▸ Exercise requirements:
Could you please count how many lines in the data below hold the string "butt"? Reply with only the number.

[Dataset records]
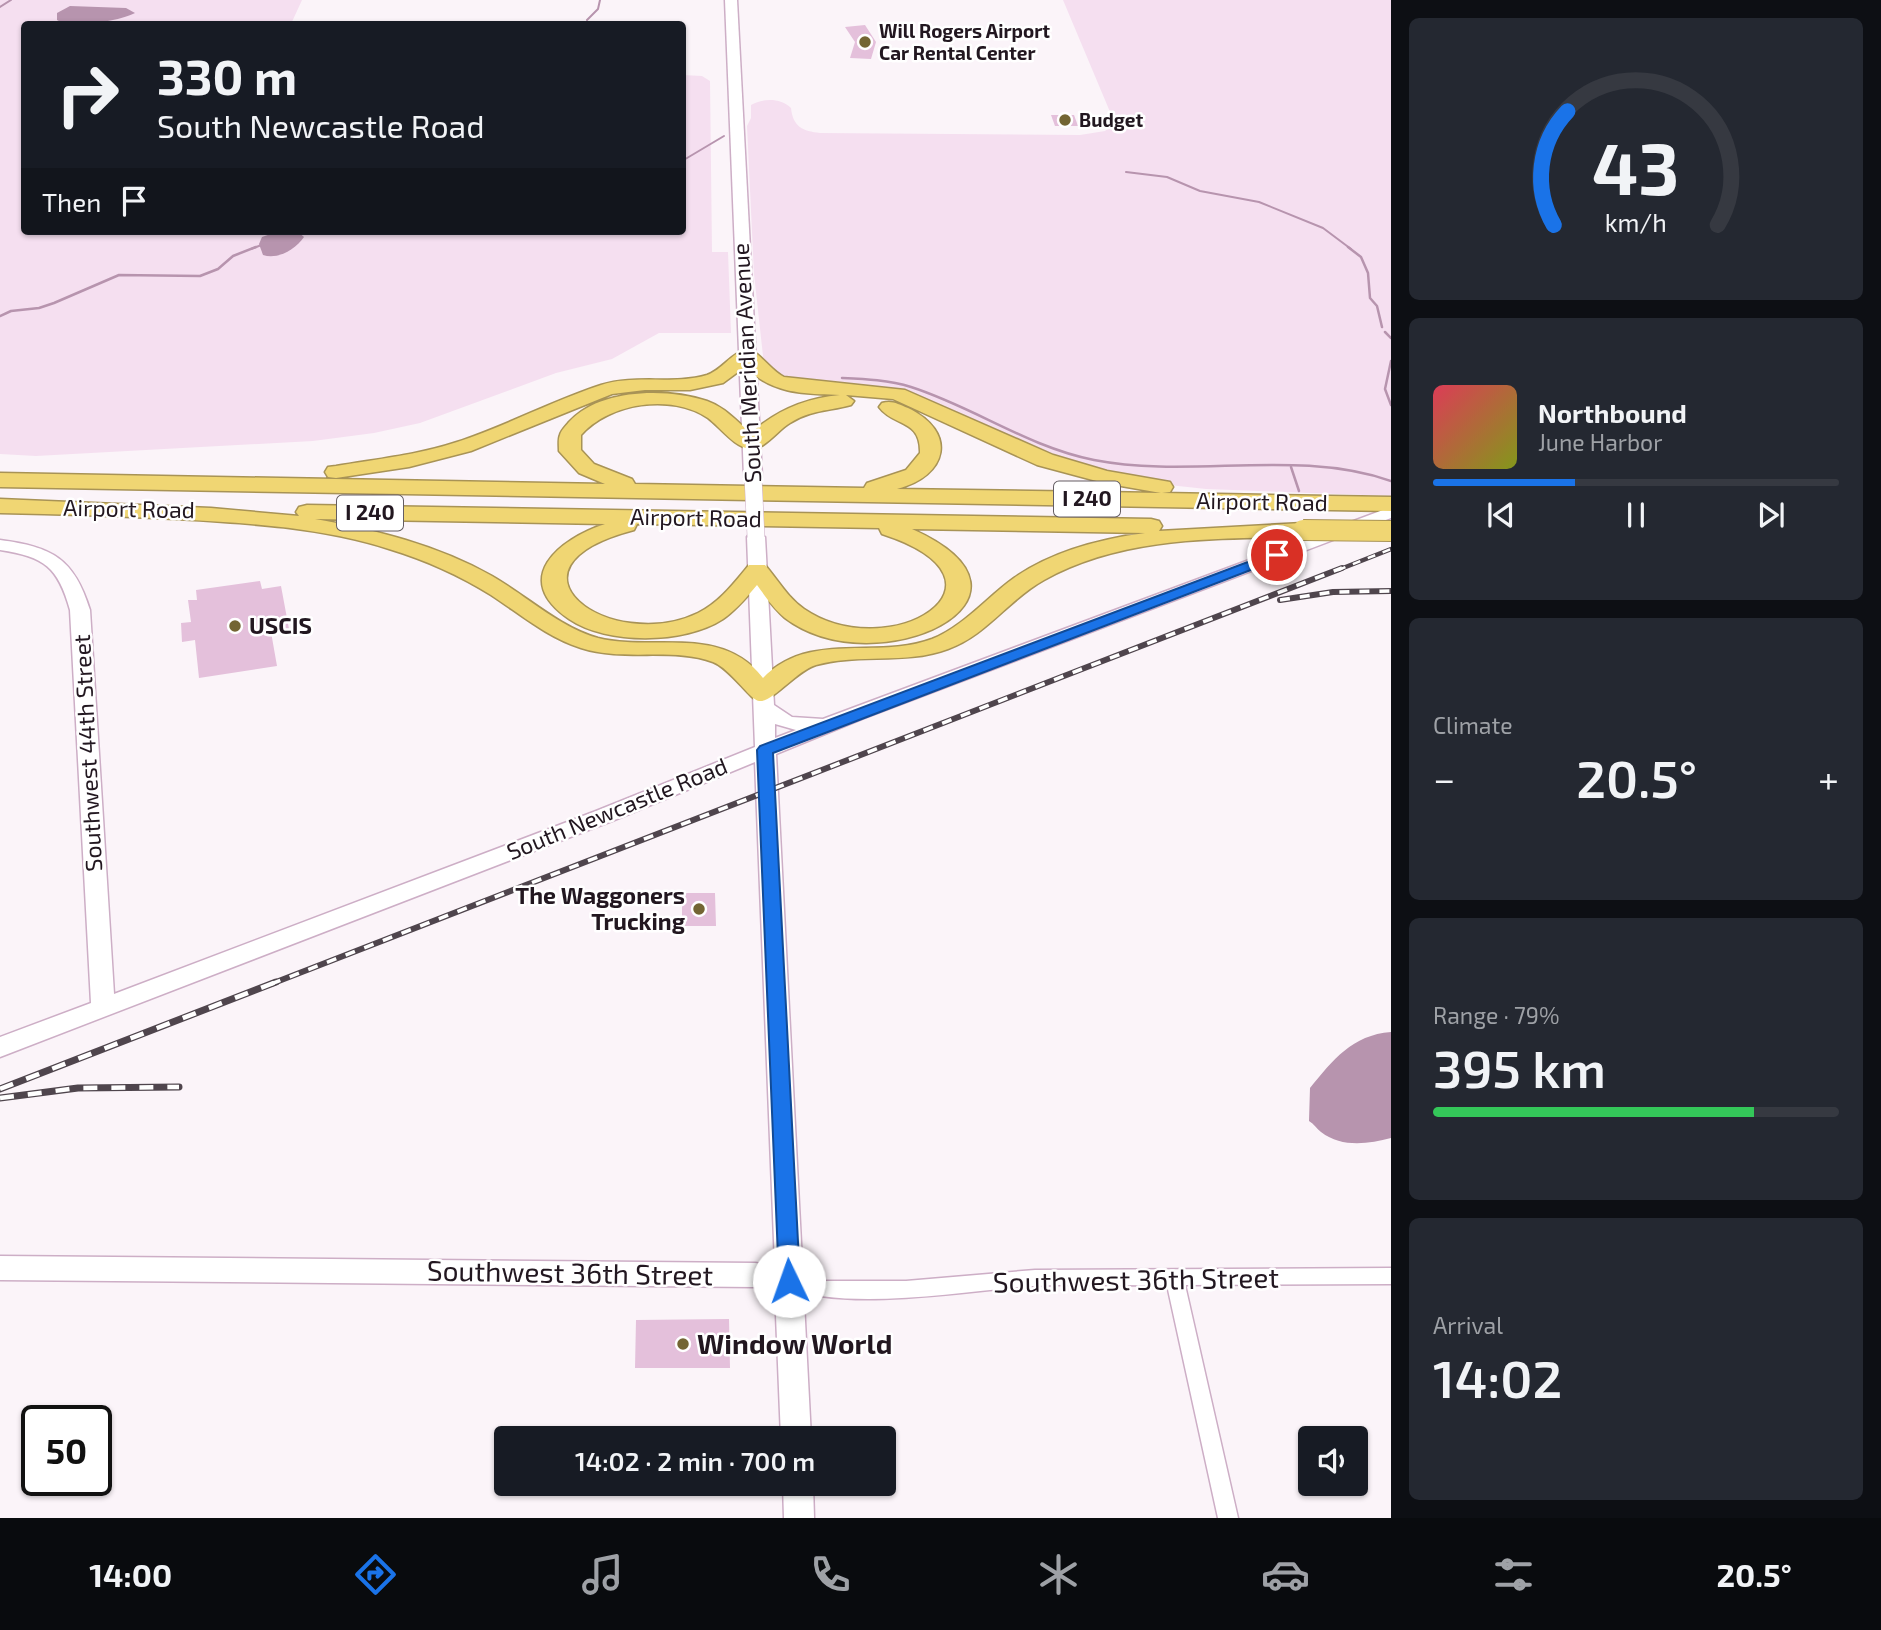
<!DOCTYPE html>
<meta charset="utf-8">
<style>
:root{--surface:#171b24;--page:#242831;--text:#f1f3f6;--muted:#9ea1a6;--line:#363941;--accent:#1a73e8}
body{margin:0;font-family:"Exo 2",sans-serif;background:var(--page);color:var(--text);height:100vh;display:flex;flex-direction:column;font-size:26px;white-space:nowrap}
*{box-sizing:border-box;margin:0}
p{font-size:23px;color:var(--muted)}
.icon{flex:none;width:38px;height:38px;fill:none;stroke:currentColor;stroke-width:2;stroke-linecap:round;stroke-linejoin:round}
.map{position:relative;flex:1;overflow:hidden}
.details{display:flex;flex-direction:column;gap:18px;padding:18px;background:#0d0f14;width:490px}
.details>*{flex:none}
.banner{position:absolute;left:21px;top:21px;width:665px;height:214px;border-radius:7px;box-shadow:0 2px 5px #0004;background:#171b24;color:var(--text);overflow:hidden}
.controls{position:absolute;left:1298px;top:1426px;display:grid;gap:14px}
.controls a{display:grid;place-items:center;width:70px;height:70px;border-radius:7px;background:var(--surface);box-shadow:0 2px 5px #0004;font-size:35px}
.speed{position:absolute;left:21px;top:1405px;display:flex;gap:14px;font-size:35px;font-weight:700;text-align:center}
.speed>*{display:grid;place-content:center;width:91px;height:91px;border-radius:50%;background:var(--surface);box-shadow:0 2px 5px #0004;line-height:1}
.speed .limit{border:4px solid #111;border-radius:10px;background:#fff;color:#111}
.pin{position:absolute;display:grid;place-items:center;width:60px;height:60px;color:#fff;margin:-30px;border:4px solid #fff;border-radius:50%;box-shadow:0 2px 7px #0007}
.me{position:absolute;width:77px;margin:-38px;rotate:357deg;stroke-linejoin:round;filter:drop-shadow(0 0 5px #0008)}
.turn{display:flex;align-items:center;gap:24px;height:147px;padding:0 21px;font-size:32px}
.turn .icon{width:91px;height:91px;stroke-width:2.5}
.turn b{display:block;font-size:49px;line-height:60px}
.then{display:flex;align-items:center;height:66px;padding:0 21px;background:#0003;gap:14px;font-size:26px}
.big{font-size:52px;font-weight:600;line-height:1.1}
.details .widget{flex:1;display:flex;flex-direction:column;justify-content:center;gap:10px;min-width:0;padding:0 24px;border-radius:10px;background:var(--page)}
.details .dial{align-items:center;gap:0}
.dial svg{height:182px;overflow:visible;fill:none;stroke:var(--line);stroke-width:7;stroke-linecap:round;text-anchor:middle}
.dial text{fill:var(--text);stroke:none}
.song{display:flex;align-items:center;gap:21px}
.cover{width:84px;height:84px;border-radius:10px;background:linear-gradient(135deg,hsl(350 70% 55%),hsl(70 70% 35%))}
.played{height:7px;border-radius:4px;background:linear-gradient(90deg,var(--accent) 35%,var(--line) 35%)}
.keys{display:flex;justify-content:space-around;direction:ltr}
.heat{display:flex;justify-content:space-between;align-items:center;font-size:38px;direction:ltr}
.charge{height:10px;border-radius:5px;background:linear-gradient(90deg,#34c759 79%,var(--line) 0)}
.trip{position:absolute;left:494px;top:1426px;width:402px;height:70px;border-radius:7px;background:var(--surface);box-shadow:0 2px 5px #0004;font-weight:600;line-height:70px;text-align:center}
.tabs{display:flex;height:112px;justify-content:space-around;align-items:center;background:#090b0e;color:var(--muted)}
.tabs .icon{width:49px;height:49px}
.tabs .selected{color:var(--accent)}
.tabs b{font-size:32px;color:var(--text)}
main{display:flex;flex:1;min-height:0}
.map>svg:first-child{display:block}
.green{fill:#f5dff0}
.water{fill:#b794ae}
.lines{fill:none;stroke-linecap:round;stroke-linejoin:round}
.stream-far1{stroke:#b794ae;stroke-width:2}
.stream{stroke:#b794ae;stroke-width:2.5}
.building{fill:#e4c0db}
.street-casing{stroke:#cdaec6;stroke-width:3}
.secondary-casing{stroke:#cdaec6;stroke-width:3}
.highway-casing{stroke:#a89356;stroke-width:3}
.street{fill:#fff;fill-rule:evenodd}
.secondary{fill:#fff;fill-rule:evenodd}
.highway{fill:#f0d673;fill-rule:evenodd}
.rail-far2-casing{stroke:#4f454d;stroke-width:4.5}
.rail-far1-casing{stroke:#4f454d;stroke-width:6}
.rail-casing{stroke:#4f454d;stroke-width:7}
.rail-far2{stroke:#fff;stroke-width:2.5;stroke-dasharray:8;stroke-linecap:butt}
.rail-far1{stroke:#fff;stroke-width:3.5;stroke-dasharray:10;stroke-linecap:butt}
.rail{stroke:#fff;stroke-width:4.5;stroke-dasharray:14;stroke-linecap:butt}
.secondary-bridge-casing{stroke:#cdaec6;stroke-width:18;stroke-linecap:butt}
.highway-bridge-casing{stroke:#a89356;stroke-width:22;stroke-linecap:butt}
.secondary-bridge{stroke:#fff;stroke-width:17}
.highway-bridge{stroke:#f0d673;stroke-width:20}
.route{fill:#1a73e8;stroke:#114b97;stroke-width:2}
.poi-dot{fill:#736533;stroke:#fff;stroke-width:2.5}
.labels{text-anchor:middle;stroke-width:5;stroke-linejoin:round;paint-order:stroke}
.far-poi-label{font-size:19px;font-weight:bold;fill:#221720;stroke:#fff;text-anchor:start}
.shield{fill:#fff;stroke:#645d63;stroke-width:2}
.shield-label{font-size:21px;font-weight:bold;fill:#221720}
.street-label{font-size:23px;fill:#221720;stroke:#fff}
.poi-label{font-size:23px;font-weight:bold;fill:#221720;stroke:#fff;text-anchor:start}
.near-street-label{font-size:28px;fill:#221720;stroke:#fff}
.near-poi-label{font-size:28px;font-weight:bold;fill:#221720;stroke:#fff;text-anchor:start}
</style>
<main>
<div class="map">
<svg width="1391" height="1518" viewBox="0 0 1391 1518">
<rect width="100%" height="100%" fill="#fbf4f9"/>
<g class="green">
<path d="M0 0H302L291 24H24V231H682L683 75 702 76 710 81 712 252H728L731 333H659L612 359 556 373 420 423 374 433 313 441 36 456 0 454Z"/>
<path d="M1063 0H1391V496L1206 489 1169 485 1070 465 926 402 786 382 764 365 754 274 747 126 751 118V105C763 98 781 98 791 108 793 127 803 131 820 133L1080 135 1105 131 1113 124V119Z"/>
</g>
<g class="water">
<path d="M70 6 126 8 135 13C120 21 71 29 57 20V13Z"/>
<path d="M279 231H297L304 237C296 249 278 260 263 255L259 244 262 237Z"/>
<path d="M1391 1032V1138C1368 1144 1342 1148 1321 1132 1317 1129 1314 1124 1309 1121L1310 1088C1333 1060 1352 1035 1391 1032Z"/>
</g>
<g class="lines">
<g class="stream-far1">
<path d="M0 7 11 0"/>
<path d="M587 20 598 9 600 0"/>
<path d="M682 161 724 136"/>
<path d="M1126 172 1167 177 1200 191 1259 202 1323 228 1351 249"/>
<path d="M251 249 264 244"/>
</g>
<g class="stream">
<path d="M1348 247 1361 257 1368 273 1370 298 1377 306 1382 327"/>
<path d="M0 316 11 311 39 308 54 303 119 275 200 276 218 269 233 256 256 247"/>
<path d="M1385 332 1391 338"/>
<path d="M1391 361 1385 389 1391 405"/>
<path d="M842 378C865 379 889 380 911 387 974 407 1028 447 1094 460 1192 479 1296 448 1391 481"/>
<path d="M1291 467 1299 491"/>
</g>
</g>
<g class="building">
<path d="M865 25 876 42 871 59 850 58 855 42 845 27Z"/>
<path d="M1051 115H1074L1078 126H1055Z"/>
<path d="M260 581 262 589 281 586 289 629 271 632 277 666 199 678 195 640 182 642 181 623 191 622 188 600H197L196 590Z"/>
<path d="M682 893H715L716 926H682Z"/>
<path d="M729 1319 730 1368H635L636 1320Z"/>
</g>
<g class="lines">
<g class="street-casing">
<path id="street" d="M1391 1268V1284L1185 1285 1238 1518H1218L1167 1285C1122 1286 1077 1283 1033 1286 959 1291 852 1312 782 1287L780 1281 782 1275 789 1273 824 1281H906L1035 1270Z"/>
</g>
<g class="secondary-casing">
<g id="secondary">
<path d="M725 0H737L762 477 753 482 744 477Z"/>
<path d="M1391 507V518L864 718 776 754 811 1438H781L775 1291 755 1287 0 1280V1256L755 1263 775 1266 755 762 612 821 0 1057V1037L91 1003 70 610C58 567 45 557 0 550V540C52 547 74 558 90 610L114 994 596 811 755 747 747 537 750 533 756 532 765 537 774 705 792 717 823 719ZM775 724 796 730 775 738Z"/>
<path d="M783 1484H813L814 1518H784Z"/>
</g>
</g>
<g class="highway-casing">
<g id="highway">
<path d="M747 349C760 352 770 370 784 377L905 390 1053 455 1107 471 1170 482 1173 487 1170 492 1162 493 1391 497V511L0 487V473L605 484 579 473 559 451C559 446 558 439 560 435 561 430 566 426 569 422 600 388 667 388 707 401 725 407 737 422 751 433 777 410 806 398 840 395 806 394 769 394 746 366L723 383 690 390H645L612 394 471 451 409 467 336 478 328 477 325 472 328 467 336 466C376 459 418 455 457 442 506 426 552 401 601 385 635 374 673 385 707 375 722 370 731 353 747 349ZM846 395 893 399 1037 465 1104 483 1161 493 897 489C948 476 958 432 908 408 898 404 892 400 882 403L879 407C894 427 921 419 920 453L906 470 867 483 864 488 635 484 632 479 594 464 581 450V435C609 403 671 393 708 418 720 427 735 448 751 449 764 450 779 429 790 423 810 410 829 411 851 405L854 401Z"/>
<path d="M0 499 211 508 299 516 296 512 299 507 307 505 1151 519 1159 521 1162 526 1159 531 1303 523 1311 525 1314 530 1311 535 1303 537C1215 539 1123 536 1044 580 1009 599 986 636 948 649 905 665 859 653 816 665 796 671 772 703 759 701 750 700 731 669 713 662 673 647 624 662 581 648 548 638 520 614 491 595 459 575 425 560 389 549 320 527 246 523 175 519 117 516 58 514 0 513ZM315 519 605 524C559 539 510 579 569 619 607 645 685 644 723 619 736 610 747 597 757 585 765 596 774 609 785 618 876 687 1067 598 912 529L1145 533C1100 539 1051 552 1014 578 986 598 964 626 932 639 876 660 810 630 763 678 721 624 655 652 598 638 559 627 527 596 492 576 437 545 376 530 315 519ZM637 524 879 528 882 534C1029 582 889 667 804 609 788 598 778 580 765 565H749C734 583 719 603 698 613 611 655 489 568 634 530Z"/>
</g>
</g>
<use href="#street" class="street"/>
<use href="#secondary" class="secondary"/>
<use href="#highway" class="highway"/>
<g class="rail-far2-casing">
<path id="rail-far2" d="M1338 570 1391 549"/>
</g>
<g class="rail-far1-casing">
<g id="rail-far1">
<path d="M1280 600 1333 592 1391 591"/>
<path d="M271 984 1342 568"/>
</g>
</g>
<g class="rail-casing">
<g id="rail">
<path d="M0 1089 276 982"/>
<path d="M0 1098 78 1088 179 1087"/>
</g>
</g>
<use href="#rail-far2" class="rail-far2"/>
<use href="#rail-far1" class="rail-far1"/>
<use href="#rail" class="rail"/>
<g class="secondary-bridge-casing">
<path id="secondary-bridge" d="M753 477 756 537"/>
</g>
<g class="highway-bridge-casing">
<path id="highway-bridge" d="M1303 530 1391 531"/>
</g>
<use href="#secondary-bridge" class="secondary-bridge"/>
<use href="#highway-bridge" class="highway-bridge"/>
</g>
<path class="route" d="M1277 551 1284 555 1282 558 773 753 800 1281 797 1287 789 1290 782 1287 779 1281 757 750 760 746Z"/>
<g class="poi-dot">
<circle cx="865" cy="42" r="7"/>
<circle cx="1065" cy="120" r="7"/>
<circle cx="235" cy="626" r="7"/>
<circle cx="699" cy="909" r="7"/>
<circle cx="683" cy="1344" r="7"/>
</g>
<g class="labels">
<g class="far-poi-label">
<text x="879" y="38">Will Rogers Airport<tspan x="879" dy="22">Car Rental Center</tspan></text>
<text x="1079" y="127">Budget</text>
</g>
<g class="shield">
<rect x="1054" y="481.5" width="66" height="35" rx="5"/>
<rect x="337" y="495.5" width="66" height="35" rx="5"/>
</g>
<g class="shield-label">
<text x="1087" y="506">I 240</text>
<text x="370" y="520">I 240</text>
</g>
<g class="street-label">
<text transform="translate(747 363) rotate(-93)" y="8">South Meridian Avenue</text>
<text transform="translate(1262 502) rotate(1)" y="8">Airport Road</text>
<text transform="translate(129 509) rotate(1)" y="8">Airport Road</text>
<text transform="translate(696 518) rotate(1)" y="8">Airport Road</text>
<text transform="translate(88 753) rotate(-93)" y="8">Southwest 44th Street</text>
<text transform="translate(617 809) rotate(-22)" y="8">South Newcastle Road</text>
</g>
<g class="poi-label">
<text x="249" y="634">USCIS</text>
<text x="685" y="904" text-anchor="end">The Waggoners<tspan x="685" dy="26">Trucking</tspan></text>
</g>
<g class="near-street-label">
<text transform="translate(570 1273) rotate(1)" y="10">Southwest 36th Street</text>
<text transform="translate(1136 1280) rotate(-1)" y="10">Southwest 36th Street</text>
</g>
<g class="near-poi-label">
<text x="697" y="1354">Window World</text>
</g>
</g>
</svg>
<div class="controls">
<a><svg class="icon" aria-label="sound" viewBox="0 0 24 24"><path d="M4 9h4l5-4v14l-5-4H4zM17 9q2 3 0 6"/></svg></a>
</div>
<div class="speed"><div class="limit">50</div></div>
<div class="pin" style="left:1277px;top:555px;background:#d93025"><svg class="icon" aria-label="arrive" viewBox="0 0 24 24"><path d="M6 21V4h12l-3 4 3 4H6"/></svg></div>
<svg class="me" style="left:789px;top:1281px" viewBox="-20 -20 40 40"><circle r="19" fill="#fff"/><path d="M0-13L10 11 0 6-10 11z" fill="#1a73e8"/></svg>
<div class="trip">14:02 · 2 min · 700 m</div>
<div class="banner">
<div class="turn"><svg class="icon" aria-label="right" viewBox="0 0 24 24"><path d="M7 20v-9h11M14 6l5 5-5 5"/></svg><div><b>330 m</b>South Newcastle Road</div></div>
<div class="then">Then<svg class="icon" aria-label="arrive" viewBox="0 0 24 24"><path d="M6 21V4h12l-3 4 3 4H6"/></svg></div>
</div>
</div>
<section class="details">
<div class="widget dial"><svg viewBox="0 0 100 80">
<path d="M14 69A42 42 0 1 1 86 69"/>
<path d="M14 69A42 42 0 0 1 20 19" stroke="#1a73e8"/>
<text x="50" y="56" font-size="32" font-weight="700">43</text>
<text x="50" y="72" font-size="11">km/h</text>
</svg></div>
<div class="widget">
<div class="song"><i class="cover"></i><div><b>Northbound</b><p>June Harbor</p></div></div>
<div class="played"></div>
<div class="keys"><svg class="icon" aria-label="previous" viewBox="0 0 24 24"><path d="M18 5L8 12l10 7zM5 5v14"/></svg><svg class="icon" aria-label="pause" viewBox="0 0 24 24"><path d="M8 5v14M16 5v14"/></svg><svg class="icon" aria-label="next" viewBox="0 0 24 24"><path d="M6 5l10 7-10 7zM19 5v14"/></svg></div>
</div>
<div class="widget"><p>Climate</p>
<div class="heat"><a>−</a><b class="big">20.5°</b><a>+</a></div>
</div>
<div class="widget"><p>Range · 79%</p><b class="big">395 km</b><div class="charge"></div></div>
<div class="widget"><p>Arrival</p><b class="big">14:02</b></div>
</section>
</main>
<nav class="tabs">
<b>14:00</b>
<svg class="icon selected" aria-label="directions" viewBox="0 0 24 24"><path d="M12 3l9 9-9 9-9-9zM9 14v-3h6M13 9l2 2-2 2"/></svg>
<svg class="icon" aria-label="music" viewBox="0 0 24 24"><path d="M9 18V5l10-2v13"/><circle cx="6" cy="18" r="3"/><circle cx="16" cy="16" r="3"/></svg>
<svg class="icon" aria-label="phone" viewBox="0 0 24 24"><path d="M5 4h4l2 5-3 2q2 4 5 5l2-3 5 2v4C11 20 4 13 5 4z"/></svg>
<svg class="icon" aria-label="climate" viewBox="0 0 24 24"><path d="M12 3v18M4 7l16 10M4 17L20 7"/></svg>
<svg class="icon" aria-label="car" viewBox="0 0 24 24"><path d="M5 17H2v-5l4-1 3-4h7l3 4 3 1v5h-3M9 17h6M6 11h13"/><circle cx="7" cy="17" r="2"/><circle cx="17" cy="17" r="2"/></svg>
<svg class="icon" aria-label="filters" viewBox="0 0 24 24"><path d="M4 7h16M4 17h16"/><circle cx="9" cy="7" r="2"/><circle cx="15" cy="17" r="2"/></svg>
<b>20.5°</b>
</nav>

▸ Solution:
5